Archive for Saturday, July 1, 2006

Why suspects in slaying were let go is a mystery to some

July 1, 2006


— Some law enforcement officials are questioning why a suburban Kansas City couple who investigators suspected were involved in a woman's murder were not arrested shortly after they were first interviewed by police, a newspaper reported Friday.

Instead, Richard D. Davis and his girlfriend, Dena Riley, were told to leave their Independence apartment while officers tried to obtain a search warrant. They disappeared for eight days, touching off a national search and culminating in the alleged kidnapping and sexual assault of a 5-year-old Kansas girl.

Davis and Riley are charged in Jackson County with first-degree murder, first-degree assault, kidnapping, rape and sodomy in the death of Marsha Spicer, whose sexual abuse and torture police say the couple videotaped.

They are suspects in the death of Michelle Ricci, although they have not been charged in that case.

They also are charged with kidnapping the 5-year-old girl from her home in Arcadia. Prosecutors allege the girl was sexually assaulted before Davis and Riley were captured on May 25.

Lafayette County Sheriff Kerrick Alumbaugh told the Kansas City Star he ordered his investigators to tell the couple to leave their apartment after a 20-minute interview on May 17 because he did not believe there was enough evidence to ensure the couple could be held in jail.

The Star analyzed search warrant affidavits, other court documents and interviews related to several key decisions made May 17 that allowed the couple to go on the run.

Law enforcement officials and others in the criminal justice system don't agree on whether the situation was handled correctly.

"But there isn't one of us who wouldn't sell their soul to prevent what happened to that little girl," said Independence Police Capt. Brad Halsey.

First clues

Lafayette County investigators originally went to Davis' apartment because a friend of Spicer's told them Davis had made comments about strangling a woman and disposing of the body.

While in the apartment, the investigators and an Independence police sergeant noticed a video camera pointed at the only bed and saw a notebook with writings of a sexual and violent nature. And Riley admitted the marijuana and drug paraphernalia in the apartment belonged to the couple, The Star reported.

Although the interview and evidence in the apartment made investigators suspect the couple in Spicer's murder, Alumbaugh decided that arresting them on a marijuana charge might jeopardize the murder investigation.

"We just didn't have enough (evidence)," he said. "We weren't ready to do hard questioning on them. Hindsight is a wonderful thing, (but) we just didn't know.
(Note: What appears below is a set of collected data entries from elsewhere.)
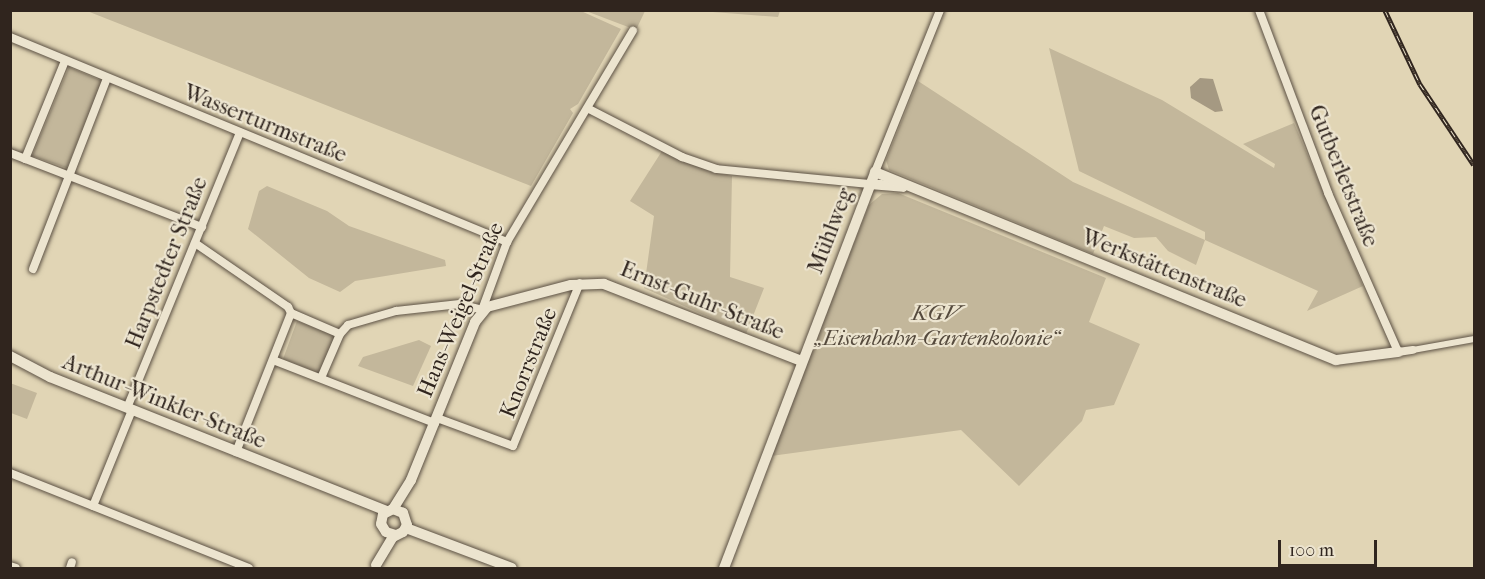 <!DOCTYPE html>
<meta charset="utf-8">
<style>
body{margin:0}
#map{position:relative;width:1485px;height:579px;overflow:hidden;background:#e1d5b5;font-family:"IM FELL French Canon",serif}
div>[style]{position:absolute}
[style*='--x']{left:calc(var(--x)*1px);top:calc(var(--y)*1px);width:calc(var(--w)*1px);rotate:calc(var(--a)*1deg)}
.green>*{inset:0;background:#c3b79b}
.water>*{inset:0;background:#a59982}
.roads{filter:drop-shadow(0 0 2px #5c5144) drop-shadow(0 0 2px #5c5144)}
.pedestrian>*{height:6px;margin:-3px;padding:0 3px;transform-origin:3px;border-radius:3px;background:#ece4cf}
.minor>*{height:8px;margin:-4px;padding:0 4px;transform-origin:4px;border-radius:4px;background:#ece4cf}
.tertiary>*{height:10px;margin:-5px;padding:0 5px;transform-origin:5px;border-radius:5px;background:#ece4cf}
.rail>*{height:4.5px;margin-top:-2.25px;transform-origin:0;background:repeating-linear-gradient(90deg,#ece4cf 0 7px,#30251e 0 14px);box-sizing:border-box;border-block:2px solid #30251e}
span{translate:-50% -50%;white-space:nowrap;text-align:center;line-height:1.15;-webkit-text-stroke:4.5px #ece4cf;paint-order:stroke}
.street-label{font-size:22px;color:#30251e}
.park-label{font-size:22px;color:#554a3d;font-style:italic}
.frame{position:absolute;inset:0;border:12px solid #30251e;pointer-events:none}
.scale{position:absolute;left:1278px;top:540px;width:99px;height:27px;box-sizing:border-box;border:3px solid #30251e;border-top:0;padding-left:8px;font-size:18px;line-height:21px;white-space:nowrap;color:#30251e;-webkit-text-stroke:4px #ece4cf;paint-order:stroke}
</style>
<div id="map">
<div class="green">
<div style="clip-path:polygon(581px 11px,621px 29px,578px 104px,570px 109px,573px 113px,531px 186px,87px 11px)"></div>
<div style="clip-path:polygon(586px 11px,645px 11px,636px 30px)"></div>
<div style="clip-path:polygon(700px 11px,780px 11px,778px 17px)"></div>
<div style="clip-path:polygon(1049px 48px,1162px 100px,1274px 168px,1275px 164px,1243px 144px,1294px 123px,1363px 286px,1307px 311px,1318px 291px,1205px 240px,1196px 265px,1168px 251px,1156px 237px,1134px 238px,1104px 226px,1093px 254px,889px 170px,886px 160px,918px 81px,1073px 182px,1205px 240px,1205px 232px,1079px 171px)"></div>
<div style="clip-path:polygon(69px 67px,102px 81px,67px 168px,32px 156px)"></div>
<div style="clip-path:polygon(662px 151px,711px 172px,732px 176px,730px 277px,764px 288px,746px 334px,644px 288px,654px 216px,630px 201px)"></div>
<div style="clip-path:polygon(267px 186px,327px 211px,349px 226px,445px 260px,446px 266px,355px 281px,340px 292px,309px 278px,248px 229px,259px 191px)"></div>
<div style="clip-path:polygon(898px 193px,1106px 278px,1089px 322px,1140px 344px,1114px 405px,1086px 410px,1082px 421px,1019px 486px,961px 430px,771px 456px,869px 205px,882px 194px)"></div>
<div style="clip-path:polygon(297px 321px,336px 336px,321px 374px,283px 359px)"></div>
<div style="clip-path:polygon(419px 340px,431px 346px,413px 386px,358px 366px,363px 357px)"></div>
<div style="clip-path:polygon(10px 383px,37px 393px,27px 419px,11px 413px)"></div>
</div>
<div class="water">
<div style="clip-path:polygon(1200px 78px,1213px 79px,1223px 111px,1215px 112px,1191px 98px,1190px 87px)"></div>
</div>
<div class="roads">
<div class="pedestrian">
<div style="--x:1413;--y:350;--w:62;--a:-10.2"></div>
</div>
<div class="minor">
<div style="--x:1259;--y:10;--w:196;--a:69.3"></div>
<div style="--x:1328;--y:193;--w:174;--a:66.2"></div>
<div style="--x:1398;--y:352;--w:15;--a:-8"></div>
<div style="--x:10;--y:37;--w:538;--a:22.41"></div>
<div style="--x:589;--y:109;--w:105;--a:27.3"></div>
<div style="--x:682;--y:157;--w:36;--a:19"></div>
<div style="--x:716;--y:169;--w:155;--a:5.6"></div>
<div style="--x:10;--y:153;--w:206;--a:21.1"></div>
<div style="--x:25;--y:159;--w:106;--a:-67.8"></div>
<div style="--x:875;--y:172;--w:175;--a:-68.1"></div>
<div style="--x:195;--y:243;--w:113;--a:34.5"></div>
<div style="--x:288;--y:307;--w:7;--a:63"></div>
<div style="--x:291;--y:313;--w:53;--a:23.2"></div>
<div style="--x:340;--y:334;--w:12;--a:-48"></div>
<div style="--x:348;--y:325;--w:50;--a:-16.3"></div>
<div style="--x:396;--y:311;--w:64;--a:-6.2"></div>
<div style="--x:460;--y:304;--w:23;--a:15"></div>
<div style="--x:482;--y:310;--w:72;--a:-69.8"></div>
<div style="--x:507;--y:242;--w:246;--a:-59.2"></div>
<div style="--x:33;--y:269;--w:205;--a:-68.8"></div>
<div style="--x:273;--y:360;--w:174;--a:21.3"></div>
<div style="--x:321;--y:378;--w:48;--a:-66.6"></div>
<div style="--x:127;--y:408;--w:297;--a:-67.7"></div>
<div style="--x:437;--y:418;--w:81;--a:20.2"></div>
<div style="--x:513;--y:446;--w:176;--a:-67.7"></div>
<div style="--x:236;--y:452;--w:149;--a:-68.4"></div>
<div style="--x:10;--y:473;--w:257;--a:21.7"></div>
<div style="--x:93;--y:506;--w:104;--a:-67.9"></div>
<div style="--x:10;--y:566;--w:6;--a:18"></div>
<div style="--x:70;--y:568;--w:6;--a:-72"></div>
</div>
<div class="tertiary">
<div style="--x:870;--y:184;--w:33;--a:5"></div>
<div style="--x:10;--y:356;--w:45;--a:27.7"></div>
<div style="--x:50;--y:377;--w:362;--a:21.7"></div>
<div style="--x:393;--y:509;--w:34;--a:-58"></div>
<div style="--x:411;--y:480;--w:170;--a:-67.9"></div>
<div style="--x:475;--y:322;--w:19;--a:-51"></div>
<div style="--x:487;--y:307;--w:87;--a:-14.7"></div>
<div style="--x:571;--y:285;--w:33;--a:-2"></div>
<div style="--x:604;--y:284;--w:212;--a:21.3"></div>
<div style="--x:406;--y:528;--w:113;--a:20.7"></div>
<div style="--x:376;--y:565;--w:33;--a:-59"></div>
<div style="--x:393;--y:537;--w:11;--a:-27"></div>
<div style="--x:403;--y:532;--w:8;--a:-60"></div>
<div style="--x:407;--y:525;--w:13;--a:-108"></div>
<div style="--x:403;--y:513;--w:11;--a:-158"></div>
<div style="--x:393;--y:509;--w:11;--a:153"></div>
<div style="--x:383;--y:514;--w:10;--a:101"></div>
<div style="--x:381;--y:524;--w:9;--a:58"></div>
<div style="--x:386;--y:532;--w:10;--a:17"></div>
<div style="--x:724;--y:568;--w:424;--a:-69.1"></div>
<div style="--x:875;--y:172;--w:498;--a:22.2"></div>
<div style="--x:1336;--y:360;--w:63;--a:-7.4"></div>
</div>
</div>
<div class="rail">
<div style="--x:1385;--y:10;--w:82;--a:64.7"></div>
<div style="--x:1420;--y:84;--w:97;--a:56.3"></div>
</div>
<div class="street-label">
<span style="left:265px;top:124px;rotate:22deg">Wasserturmstraße</span>
<span style="left:1343px;top:176px;rotate:68deg">Gutberletstraße</span>
<span style="left:831px;top:231px;rotate:-69deg">Mühlweg</span>
<span style="left:167px;top:263px;rotate:-68deg">Harpstedter Straße</span>
<span style="left:1164px;top:269px;rotate:22deg">Werkstättenstraße</span>
<span style="left:702px;top:301px;rotate:22deg">Ernst-Guhr-Straße</span>
<span style="left:461px;top:310px;rotate:-67deg">Hans-Weigel-Straße</span>
<span style="left:529px;top:363px;rotate:-68deg">Knorrstraße</span>
<span style="left:164px;top:402px;rotate:22deg">Arthur-Winkler-Straße</span>
</div>
<div class="park-label">
<span style="left:937px;top:326px">KGV<br>„Eisenbahn-Gartenkolonie“</span>
</div>
<div class="frame"></div>
<div class="scale">100 m</div>
</div>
You have to build the case."

Missed opportunity?

Jackson County Prosecutor Mike Sanders told The Star that Davis and Riley could have been arrested for suspected possession of marijuana and held for up to 20 hours without jeopardizing the homicide investigation.

Sanders said investigators also could have tried to have Davis, a convicted rapist, arrested for violating his parole, because drugs were found in his apartment.

The sheriff said Sanders' comments were hindsight and he doesn't believe Davis and Riley would have been held on marijuana possession even as part of a murder case.

"Misdemeanor marijuana is not something they put on 20-hour holds in Jackson County," Alumbaugh said.

Independence police officials said they likely would have asked the couple to agree to further questioning after the initial interview, but they would not criticize Lafayette County's handling of the case.

"Would we have done things differently? Probably," said Lt. Col. Dave Lamken. "But that's because we have more resources and more experience. But that doesn't mean they screwed up."

Jackson County Circuit Judge Bob Beaird said officers' first effort to get a search warrant for the couple's apartment after the May 17 interview was insufficient, and he approved it only after they had interviewed more witnesses.

Alumbaugh said Beaird's initial rejection proves his decision not to arrest the couple immediately was correct.

The Department of Corrections said Davis' parole officer repeatedly tried to reach Davis on May 18 to come in for a drug test and a polygraph test about the Spicer killing. But by then the couple had fled. By that afternoon, the parole officer had worked with police to issue an arrest warrant for Davis for violating his parole.

Alumbaugh said his decision to let the couple leave on the 17th was based in part on previous exasperation with the Jackson County court system.

"We get them locked up out here and we would have gotten those two locked up," Alumbaugh said. "I'm very frustrated by this whole thing. It looks like a catch-and-release program in Jackson County."

Sanders said his office would have worked to ensure a normal bond was not set in the case.